You’ve identified your payroll responsibilities, obtained the necessary employer IDs, gathered employee paperwork and properly classified your workforce. Now it’s time to make decisions, do the math and deliver on your payroll obligations.
Here are the final steps toward setting up a payroll system:
6. Pick a pay period and decide how to pay employees.
Some states have laws in place regarding how often employees are to be paid. Many employers favor a biweekly model. Other options include semi-monthly (e.g., the first and fifteenth of the month) and monthly.

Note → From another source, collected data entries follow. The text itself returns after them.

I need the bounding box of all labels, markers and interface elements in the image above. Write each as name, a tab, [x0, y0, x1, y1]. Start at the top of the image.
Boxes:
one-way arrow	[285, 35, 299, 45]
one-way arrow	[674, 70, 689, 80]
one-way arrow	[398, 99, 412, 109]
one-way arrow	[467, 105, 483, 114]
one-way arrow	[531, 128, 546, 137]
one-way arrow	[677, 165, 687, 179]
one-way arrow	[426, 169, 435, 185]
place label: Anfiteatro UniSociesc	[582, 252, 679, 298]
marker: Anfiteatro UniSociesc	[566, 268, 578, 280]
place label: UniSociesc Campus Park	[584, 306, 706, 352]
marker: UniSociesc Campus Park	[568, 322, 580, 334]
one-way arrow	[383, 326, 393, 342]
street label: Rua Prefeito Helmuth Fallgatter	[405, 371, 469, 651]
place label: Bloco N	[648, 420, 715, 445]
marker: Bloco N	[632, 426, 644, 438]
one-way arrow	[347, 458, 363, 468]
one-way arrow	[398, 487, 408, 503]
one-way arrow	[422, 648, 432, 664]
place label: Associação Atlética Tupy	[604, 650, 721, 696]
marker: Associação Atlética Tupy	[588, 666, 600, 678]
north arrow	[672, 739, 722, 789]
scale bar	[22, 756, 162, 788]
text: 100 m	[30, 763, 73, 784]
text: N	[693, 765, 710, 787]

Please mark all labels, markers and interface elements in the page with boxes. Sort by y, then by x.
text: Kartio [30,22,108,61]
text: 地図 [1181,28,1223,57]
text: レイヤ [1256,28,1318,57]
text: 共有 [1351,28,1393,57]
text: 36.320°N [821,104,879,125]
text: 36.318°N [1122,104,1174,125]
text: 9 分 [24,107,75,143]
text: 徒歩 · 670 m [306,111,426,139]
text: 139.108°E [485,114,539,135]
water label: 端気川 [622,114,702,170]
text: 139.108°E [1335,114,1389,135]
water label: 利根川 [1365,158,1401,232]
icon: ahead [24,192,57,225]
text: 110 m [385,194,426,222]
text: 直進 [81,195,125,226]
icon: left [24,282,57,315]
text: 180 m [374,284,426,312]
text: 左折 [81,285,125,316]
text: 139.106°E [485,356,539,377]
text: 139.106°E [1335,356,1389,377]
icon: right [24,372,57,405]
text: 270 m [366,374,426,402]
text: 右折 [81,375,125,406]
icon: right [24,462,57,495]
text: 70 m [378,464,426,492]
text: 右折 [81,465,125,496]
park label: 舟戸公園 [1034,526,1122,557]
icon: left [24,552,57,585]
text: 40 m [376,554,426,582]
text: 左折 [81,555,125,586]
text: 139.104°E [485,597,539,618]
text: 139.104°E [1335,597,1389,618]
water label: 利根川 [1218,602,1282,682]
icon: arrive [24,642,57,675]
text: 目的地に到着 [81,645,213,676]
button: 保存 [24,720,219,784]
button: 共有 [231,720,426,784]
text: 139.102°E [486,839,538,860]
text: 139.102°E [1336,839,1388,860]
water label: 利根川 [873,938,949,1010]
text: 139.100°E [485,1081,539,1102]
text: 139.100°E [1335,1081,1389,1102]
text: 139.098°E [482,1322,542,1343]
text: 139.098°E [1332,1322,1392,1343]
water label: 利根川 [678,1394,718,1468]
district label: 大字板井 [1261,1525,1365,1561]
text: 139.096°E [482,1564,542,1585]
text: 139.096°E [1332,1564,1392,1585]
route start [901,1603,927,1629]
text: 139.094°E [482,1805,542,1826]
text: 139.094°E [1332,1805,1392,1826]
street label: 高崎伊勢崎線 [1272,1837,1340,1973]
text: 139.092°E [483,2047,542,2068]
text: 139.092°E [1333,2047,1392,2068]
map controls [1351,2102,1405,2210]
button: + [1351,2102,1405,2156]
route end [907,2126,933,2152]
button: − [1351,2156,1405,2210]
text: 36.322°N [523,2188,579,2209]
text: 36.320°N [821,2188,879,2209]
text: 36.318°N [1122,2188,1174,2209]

After the pay period is determined, you will need to consider how to handle things like paid time off (for holidays, vacations, sick days and personal days) and overtime, how you will track employee hours and decide if you will offer direct deposit.
7. Select a payroll solution.
Payroll processing is tedious, time-consuming and often confusing, so choosing the right method for your organization is a critical step. If you want to save yourself time, hassle and headaches, choosing an automated option is the way to go. Automation sets the due dates, calculates wages correctly, takes out all the withholdings properly and sets up the generation and filing of the tax returns themselves.
8. Calculate payroll, and don’t forget to include deductions.
Whether you have hourly or salaried employees, you must figure out who is getting paid what amount. Once gross pay is calculated for each employee, subtract the federal withholding based on their W-4 Form, then state and local taxes (if applicable), then Social Security and Medicare taxes.
Next up, consider any “fringe benefits,” such as health insurance, life insurance, a retirement plan and/or an employee stock purchase plan that you offer. These contributions, or voluntary payroll deductions, must be properly taken out of employee paychecks with either pre-tax or post-tax dollars, depending on the classification of the benefit being paid for.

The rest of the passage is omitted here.